= Tsuneo Ando =

9th dan Yoshinkan Aikido master

Tsuneo Ando is an 9th dan Yoshinkan Aikido teacher. He spent 13 years as uchi deshi to Gozo Shioda, the founder of Yoshinkan Aikido. He is said to closely resemble Shioda in terms of size; speed and style. Tsuneo Ando was born in 1956 in Nihama City, Ehime Prefecture on the island of Shikoku. He attended Tokushima University where he studied engineering. Ando joined the Tokushima University Aikido Club where he reached the rank of 2nd dan in aikikai. After graduating from university Ando was briefly employed by a chemical company. In 1981, he joined the Yoshinkan as uchi deshi. He was awarded the title of shihan (Master) in 1993 and he currently holds the rank of 9th dan in Yoshinkan Aikido.

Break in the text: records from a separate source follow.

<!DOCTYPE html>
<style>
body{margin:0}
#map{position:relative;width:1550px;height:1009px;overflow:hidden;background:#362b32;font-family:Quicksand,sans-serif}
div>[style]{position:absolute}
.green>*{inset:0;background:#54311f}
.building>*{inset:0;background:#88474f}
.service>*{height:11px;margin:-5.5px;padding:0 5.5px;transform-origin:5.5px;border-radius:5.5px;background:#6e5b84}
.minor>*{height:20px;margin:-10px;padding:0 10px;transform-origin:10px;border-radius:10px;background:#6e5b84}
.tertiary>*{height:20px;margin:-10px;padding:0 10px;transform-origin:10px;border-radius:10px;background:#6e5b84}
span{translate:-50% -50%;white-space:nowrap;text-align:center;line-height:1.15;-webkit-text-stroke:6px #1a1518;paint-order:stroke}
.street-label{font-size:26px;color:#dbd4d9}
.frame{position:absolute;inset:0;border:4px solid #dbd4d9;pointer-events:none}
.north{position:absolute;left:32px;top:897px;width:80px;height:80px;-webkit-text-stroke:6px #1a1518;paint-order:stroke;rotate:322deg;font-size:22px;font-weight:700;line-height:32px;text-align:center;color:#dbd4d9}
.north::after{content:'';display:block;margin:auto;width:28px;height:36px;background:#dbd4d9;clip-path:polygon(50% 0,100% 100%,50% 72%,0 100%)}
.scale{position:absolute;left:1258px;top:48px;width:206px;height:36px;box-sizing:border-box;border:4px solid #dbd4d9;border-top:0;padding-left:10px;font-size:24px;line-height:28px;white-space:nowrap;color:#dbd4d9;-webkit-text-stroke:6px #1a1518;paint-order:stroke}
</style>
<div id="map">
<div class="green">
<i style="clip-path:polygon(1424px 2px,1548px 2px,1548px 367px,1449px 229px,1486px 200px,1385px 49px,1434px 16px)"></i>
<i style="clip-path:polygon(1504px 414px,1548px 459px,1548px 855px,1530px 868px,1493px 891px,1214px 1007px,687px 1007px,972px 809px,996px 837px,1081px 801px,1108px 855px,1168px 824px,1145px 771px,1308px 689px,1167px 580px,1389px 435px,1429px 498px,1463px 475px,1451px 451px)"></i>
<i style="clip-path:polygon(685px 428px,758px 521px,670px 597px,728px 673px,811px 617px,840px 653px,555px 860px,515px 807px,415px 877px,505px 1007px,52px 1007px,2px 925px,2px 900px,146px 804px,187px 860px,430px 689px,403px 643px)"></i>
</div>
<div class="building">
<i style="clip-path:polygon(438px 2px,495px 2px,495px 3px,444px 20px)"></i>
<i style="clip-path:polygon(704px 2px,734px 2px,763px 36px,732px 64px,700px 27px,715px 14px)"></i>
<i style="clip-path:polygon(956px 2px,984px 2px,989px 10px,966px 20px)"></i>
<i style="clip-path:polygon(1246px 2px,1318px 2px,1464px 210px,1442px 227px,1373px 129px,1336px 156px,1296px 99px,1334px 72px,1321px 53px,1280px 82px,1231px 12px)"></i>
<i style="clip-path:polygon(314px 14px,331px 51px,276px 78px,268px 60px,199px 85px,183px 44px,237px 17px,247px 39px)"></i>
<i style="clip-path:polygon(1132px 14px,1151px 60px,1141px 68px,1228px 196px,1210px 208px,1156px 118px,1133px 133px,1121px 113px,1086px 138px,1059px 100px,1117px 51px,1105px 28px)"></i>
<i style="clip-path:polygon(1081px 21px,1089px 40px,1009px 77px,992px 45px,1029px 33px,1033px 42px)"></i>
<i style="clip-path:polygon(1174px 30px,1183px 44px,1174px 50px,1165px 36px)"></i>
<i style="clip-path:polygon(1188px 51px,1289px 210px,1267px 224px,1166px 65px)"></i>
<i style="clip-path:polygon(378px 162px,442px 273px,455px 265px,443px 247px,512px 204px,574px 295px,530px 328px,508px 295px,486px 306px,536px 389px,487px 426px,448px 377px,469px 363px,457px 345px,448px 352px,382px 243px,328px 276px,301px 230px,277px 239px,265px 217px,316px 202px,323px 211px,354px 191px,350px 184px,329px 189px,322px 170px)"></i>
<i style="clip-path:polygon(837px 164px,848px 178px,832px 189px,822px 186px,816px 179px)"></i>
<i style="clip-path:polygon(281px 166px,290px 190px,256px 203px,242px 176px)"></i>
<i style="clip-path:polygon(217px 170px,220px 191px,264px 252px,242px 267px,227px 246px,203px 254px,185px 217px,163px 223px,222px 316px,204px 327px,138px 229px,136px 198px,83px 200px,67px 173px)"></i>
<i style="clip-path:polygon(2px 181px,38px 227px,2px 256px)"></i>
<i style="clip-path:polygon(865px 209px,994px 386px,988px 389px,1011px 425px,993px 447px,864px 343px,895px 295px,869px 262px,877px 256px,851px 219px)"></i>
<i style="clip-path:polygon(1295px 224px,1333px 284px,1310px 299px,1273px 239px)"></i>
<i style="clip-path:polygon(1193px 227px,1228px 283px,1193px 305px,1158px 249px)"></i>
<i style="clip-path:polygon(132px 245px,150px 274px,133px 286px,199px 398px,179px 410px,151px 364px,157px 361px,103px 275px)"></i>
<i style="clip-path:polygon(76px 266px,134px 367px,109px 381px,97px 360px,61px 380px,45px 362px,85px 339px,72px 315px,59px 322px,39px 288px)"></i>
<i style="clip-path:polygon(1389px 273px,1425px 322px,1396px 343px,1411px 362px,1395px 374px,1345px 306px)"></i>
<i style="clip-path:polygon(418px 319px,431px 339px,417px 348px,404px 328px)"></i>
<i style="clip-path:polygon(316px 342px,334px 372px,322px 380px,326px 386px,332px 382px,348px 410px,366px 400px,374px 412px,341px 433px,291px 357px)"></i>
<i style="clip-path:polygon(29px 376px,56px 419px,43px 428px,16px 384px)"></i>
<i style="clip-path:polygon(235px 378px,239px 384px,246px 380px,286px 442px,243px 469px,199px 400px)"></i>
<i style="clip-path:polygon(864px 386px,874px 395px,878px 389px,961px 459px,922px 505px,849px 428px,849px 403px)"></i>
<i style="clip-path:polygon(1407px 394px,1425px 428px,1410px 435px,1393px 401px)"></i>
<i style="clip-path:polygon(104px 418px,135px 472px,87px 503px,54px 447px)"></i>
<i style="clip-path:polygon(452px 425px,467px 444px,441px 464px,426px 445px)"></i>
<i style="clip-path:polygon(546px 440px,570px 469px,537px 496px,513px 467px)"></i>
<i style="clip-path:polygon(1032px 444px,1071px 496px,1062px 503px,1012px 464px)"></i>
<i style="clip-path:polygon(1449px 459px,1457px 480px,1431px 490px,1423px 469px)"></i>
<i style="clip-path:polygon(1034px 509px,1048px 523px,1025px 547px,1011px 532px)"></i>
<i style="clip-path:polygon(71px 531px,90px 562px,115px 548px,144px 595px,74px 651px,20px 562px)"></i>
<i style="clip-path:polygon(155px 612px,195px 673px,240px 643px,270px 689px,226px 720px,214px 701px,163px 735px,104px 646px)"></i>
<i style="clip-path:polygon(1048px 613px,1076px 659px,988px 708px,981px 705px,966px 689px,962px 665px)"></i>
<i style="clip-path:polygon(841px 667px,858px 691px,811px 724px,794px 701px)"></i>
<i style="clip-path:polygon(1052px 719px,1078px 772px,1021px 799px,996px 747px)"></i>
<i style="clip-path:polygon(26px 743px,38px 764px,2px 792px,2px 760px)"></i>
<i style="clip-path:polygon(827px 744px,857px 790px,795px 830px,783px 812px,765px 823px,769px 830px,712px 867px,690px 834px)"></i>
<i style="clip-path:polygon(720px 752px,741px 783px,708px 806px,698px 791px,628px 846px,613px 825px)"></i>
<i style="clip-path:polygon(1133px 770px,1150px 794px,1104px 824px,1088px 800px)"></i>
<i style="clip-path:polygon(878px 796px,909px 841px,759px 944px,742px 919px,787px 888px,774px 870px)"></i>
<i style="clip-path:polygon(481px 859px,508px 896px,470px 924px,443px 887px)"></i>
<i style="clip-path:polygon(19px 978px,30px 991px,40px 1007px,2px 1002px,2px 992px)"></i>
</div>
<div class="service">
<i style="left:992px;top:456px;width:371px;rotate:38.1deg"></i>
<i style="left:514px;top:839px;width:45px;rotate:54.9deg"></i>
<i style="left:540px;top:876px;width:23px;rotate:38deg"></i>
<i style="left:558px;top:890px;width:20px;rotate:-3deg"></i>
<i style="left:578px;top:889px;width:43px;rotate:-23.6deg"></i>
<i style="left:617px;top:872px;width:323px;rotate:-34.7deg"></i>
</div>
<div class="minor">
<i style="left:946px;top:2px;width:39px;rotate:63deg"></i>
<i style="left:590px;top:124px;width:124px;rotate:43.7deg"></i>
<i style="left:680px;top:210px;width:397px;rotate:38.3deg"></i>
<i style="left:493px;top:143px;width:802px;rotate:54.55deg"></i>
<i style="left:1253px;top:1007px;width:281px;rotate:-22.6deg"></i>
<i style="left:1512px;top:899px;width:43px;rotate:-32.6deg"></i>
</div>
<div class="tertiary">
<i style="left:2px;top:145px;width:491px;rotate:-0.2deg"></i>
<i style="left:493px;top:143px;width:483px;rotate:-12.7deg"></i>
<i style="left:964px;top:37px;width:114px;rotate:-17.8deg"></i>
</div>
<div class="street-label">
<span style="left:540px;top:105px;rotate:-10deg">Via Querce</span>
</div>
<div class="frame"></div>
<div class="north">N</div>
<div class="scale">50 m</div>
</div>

He also holds the title of shuseki shihan (主席師範, chairman shihan) at the Yoshinkan Aikido Headquarters in Tokyo.

==Publications==
Ando has produced several DVDs for aikido training.
- Aikido for Beginners DVD
- 合気道達人列伝 安藤毎夫 DVD 2000. ISBN 4-87389-646-0
- Aikido no Akashi DVD
- Aikido Tatsujin Retsuden DVD
- Dekiru Aikido DVD
- Ukemi DVD
- The Special Series Volume 1; Volume 2 and Volume 3.
- Buki waza DVD
- Aiki Jo DVD
- A range of DVDs designed for test preparation and covering the Yoshinkan Aikido test syllabus from kids beginners all the way up to yudan.
- Instructors Test Syllabus DVD

He has also published two books Chushin Ryoku no Jidai ('The Age of Center Power') and Aikido no Kai ('Aikido Answers'). Chushin Ryoku no Jidai is available in Japanese (published by BAB Japan) and in German (published by Bill Verlag). Aikido no Kai is currently only available in Japanese.

==Personal life==
Ando lives in Chiba Prefecture with his wife, South African Stephanie Ando (5th dan), and their two sons. He has two children from his first marriage to Naomi Ando, also a student of Gozo Shioda, who died in 1997.